Just a few more hours
and I`ll be right home to you
I think I hear them callin
Oh Beth what can I do
Beth what can I do
“Beth” was KISS’s first and, most likely, only top ten hit; originally a b-side from their 1976 album Destroyer, released on the flip side of “Detroit Rock City”. Written primarily by drummer Peter Criss, “Beth” has the dual distinctions of being the only song other than “Rock and Roll All Night (And Party Ev-er-y Day)” to still get radio airplay on rock formatted stations (seemingly played “Ev-er-y” day by area station WZZO), as well as probably the wussiest rock single ever to be certified gold. While most of segments at KISS concerts involve loud, hard rocking; over-the-top makeup and costumes; seizure-inducing lighting schemes; guitars that shoot flames; blood dripping from Gene Simmons’ eight inch tongue; and most likely legions of women throwing various undergarments in the direction of the band, the staging for “Beth” consists of a single spotlight beaming down on Criss as he bellows from a stool to a prerecorded backing track. You see, despite being written by a drummer, the song contains no percussion. In fact, you’d be hard-pressed to find any “rock” instruments in it. The accompaniment consists of a heavyhanded string section and a piano, lightly highlighting the melody line.
What makes this song so terrible isn’t just the arrangement of it, though. It’s the arrangement combined with the subject matter. You see, while most of the album’s songs deal with rocking, becoming a god of rocking, living out your dreams by rocking, shouting out loud, dying in a car accident on the way to rocking, or the pleasures of S+M, “Beth”‘s theme is asking permission of your girlfriend/wife to spend the night rocking. That’s right. A guy in a band whose acronym stand for “Knights in Satan’s Service” is on the phone, pleading with his girlfriend to let him stay out a few hours because the band can’t get the song done the way they want.
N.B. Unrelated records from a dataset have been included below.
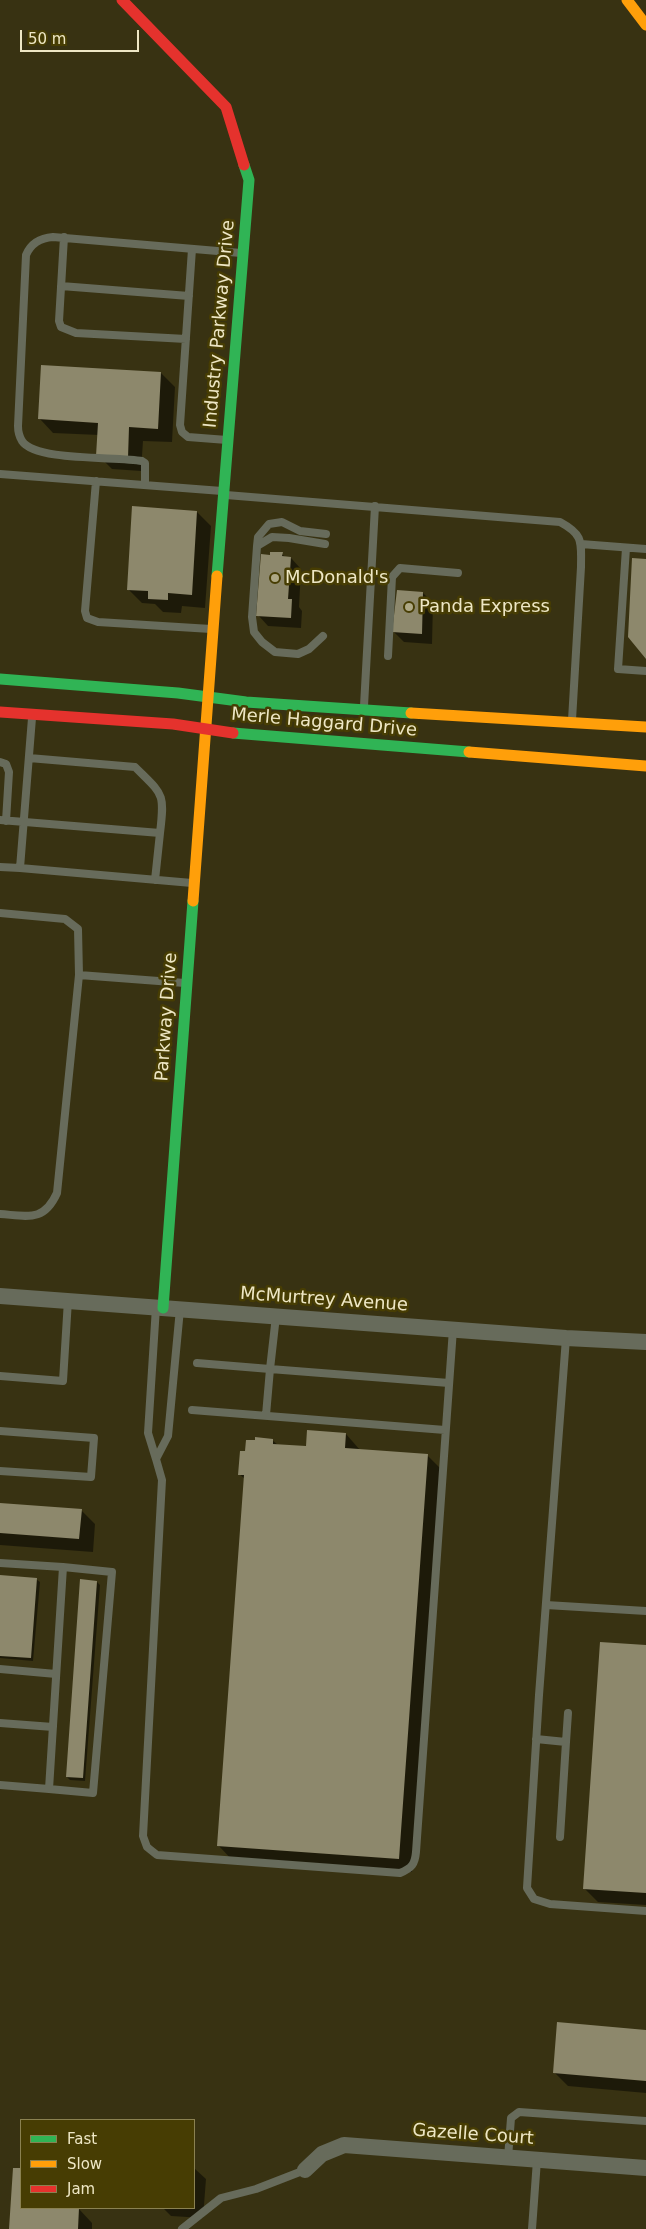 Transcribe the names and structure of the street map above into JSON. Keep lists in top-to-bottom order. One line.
{"streets":{"main road":["Industry Parkway Drive","Merle Haggard Drive","Parkway Drive"],"street":["McMurtrey Avenue","Gazelle Court"]},"crossings":[["Industry Parkway Drive","Merle Haggard Drive"],["Industry Parkway Drive","Parkway Drive"],["Merle Haggard Drive","Parkway Drive"],["Parkway Drive","McMurtrey Avenue"]],"places":["McDonald's","Panda Express"],"legend":["Fast","Slow","Jam"],"scale_bar":"50 m"} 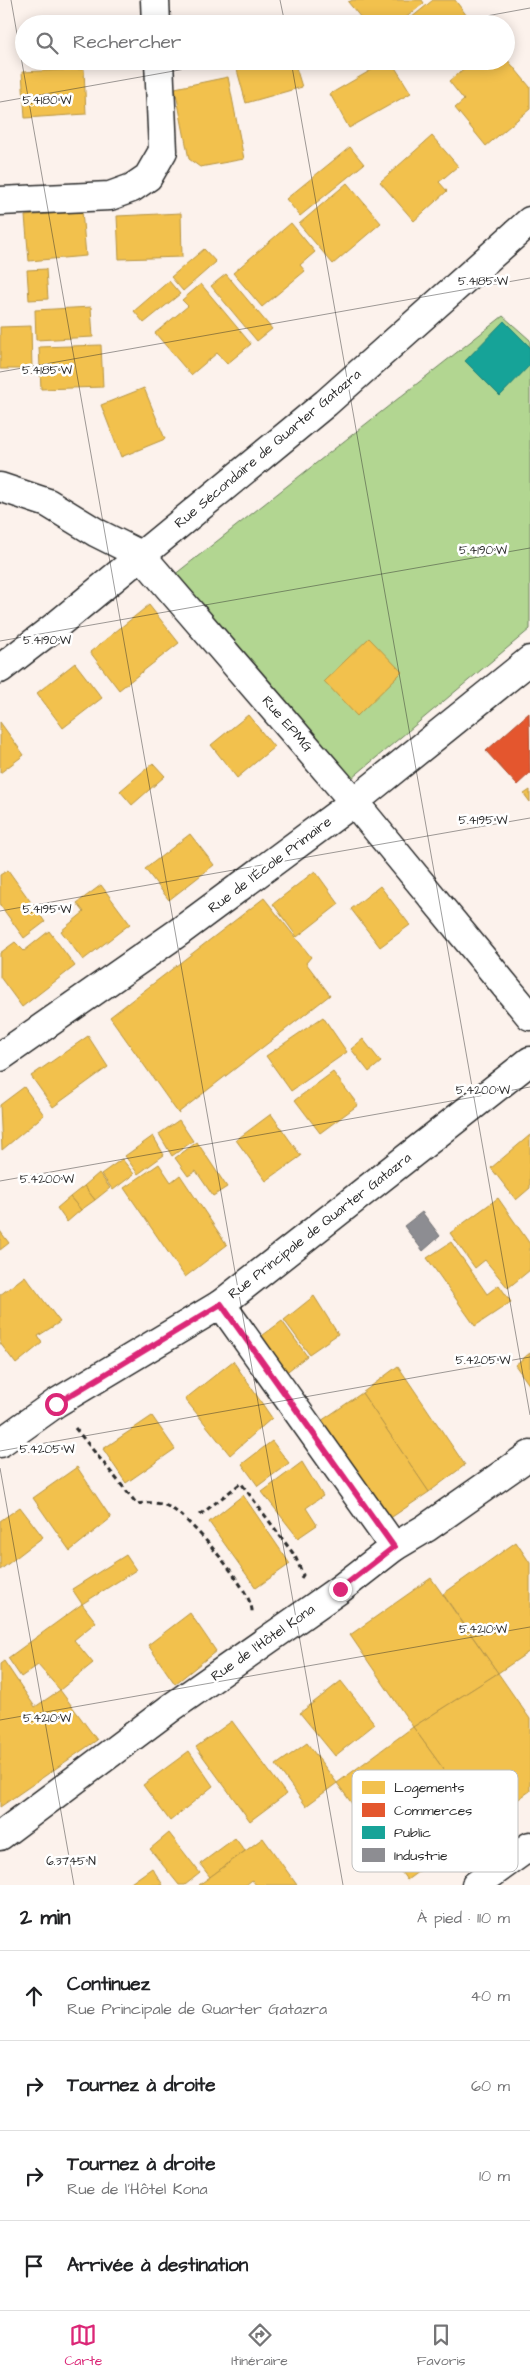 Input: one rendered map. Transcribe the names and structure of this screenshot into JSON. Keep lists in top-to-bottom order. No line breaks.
{"streets":{"street":["Rue Sécondaire de Quarter Gatazra","Rue EPMG","Rue de l'École Primaire","Rue Principale de Quarter Gatazra","Rue de l'Hôtel Kona"]},"crossings":[["Rue Sécondaire de Quarter Gatazra","Rue EPMG"],["Rue EPMG","Rue de l'École Primaire"]],"legend":["Logements","Commerces","Public","Industrie"],"page":{"search":"Rechercher","heading":["2 min","À pied · 110 m"],"list":[["Continuez","Rue Principale de Quarter Gatazra","40 m"],["Tournez à droite","60 m"],["Tournez à droite","Rue de l'Hôtel Kona","10 m"],"Arrivée à destination"],"nav":["Carte","Itinéraire","Favoris"]},"coordinates":["5.4180°W","5.4185°W","5.4190°W","5.4195°W","5.4200°W","5.4205°W","5.4210°W","6.3745°N"]} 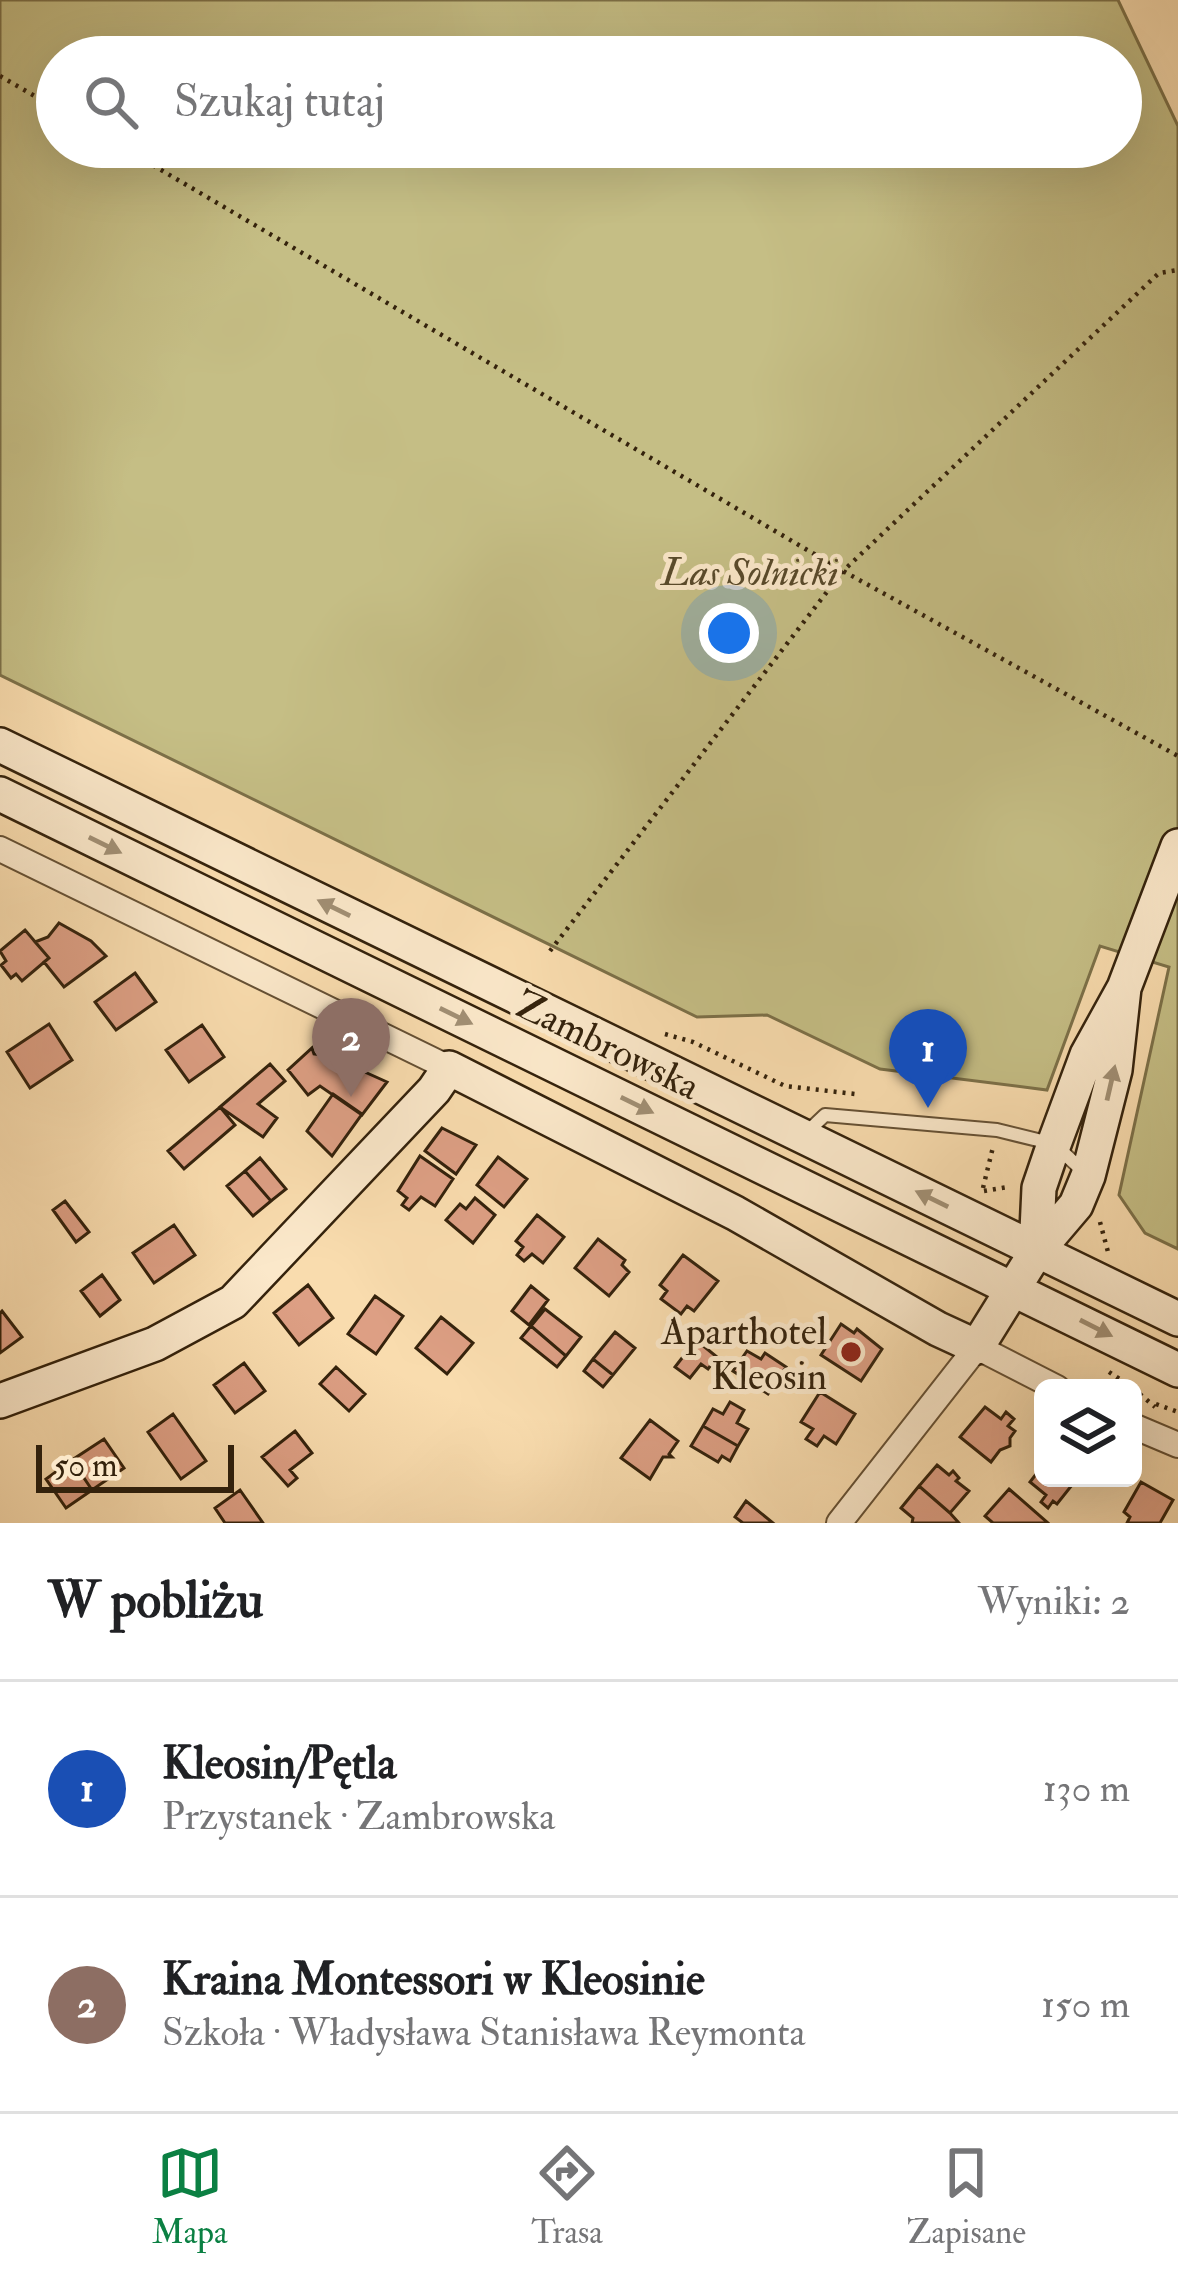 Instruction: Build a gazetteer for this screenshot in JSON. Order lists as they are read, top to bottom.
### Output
{
  "streets": {
    "main road": ["Zambrowska"]
  },
  "parks": ["Las Solnicki"],
  "places": ["Aparthotel Kleosin"],
  "scale_bar": "50 m",
  "page": {
    "search": "Szukaj tutaj",
    "pins": ["2", "1"],
    "scale": "50 m",
    "heading": ["W pobliżu", "Wyniki: 2"],
    "list": [
      {
        "mark": "1",
        "name": "Kleosin/Pętla",
        "note": "Przystanek · Zambrowska",
        "value": "130 m"
      },
      {
        "mark": "2",
        "name": "Kraina Montessori w Kleosinie",
        "note": "Szkoła · Władysława Stanisława Reymonta",
        "value": "150 m"
      }
    ],
    "nav": ["Mapa", "Trasa", "Zapisane"]
  }
}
Peter,Peter, Peter, haven’t you learned anything from hanging around with Gene? You’re in effing KISS! You don’t ask permission! You just do it! It’s not even like you’re out partying all night or every day. You’re just playing in your band, singing songs about partying… and maybe shooting some flames out of a guitar. You shouldn’t have to ask permission if you’re on the clock. Especially if you’ve fought– and defeated– the “Phantom of the Park“.
What makes this song laughable though, is its grandiose nature. Criss has taken something truly mundane, and potentially humiliating in the rock community, and treated it with overwrought seriousness, movie score-scope strings, and a deadpan, raspy, wheezing delivery that would make Rod Stewart proud. Come on Peter, be a man!
“Beth” gets two stars for managing to stay around for so long, being the only top ten hit off of twenty-six albums released by the band, and somehow finding a way to make hardcore fans forget about the flames, lights, and fake blood, if only for a brief time. On the other hand, it’s probably the most unwarrantedly dramatic song I’ve ever heard, and would do good to be the anthem for a large population of men who are whipped. I guess that’s why Gene had the demon makeup and Criss was dressed like a cat.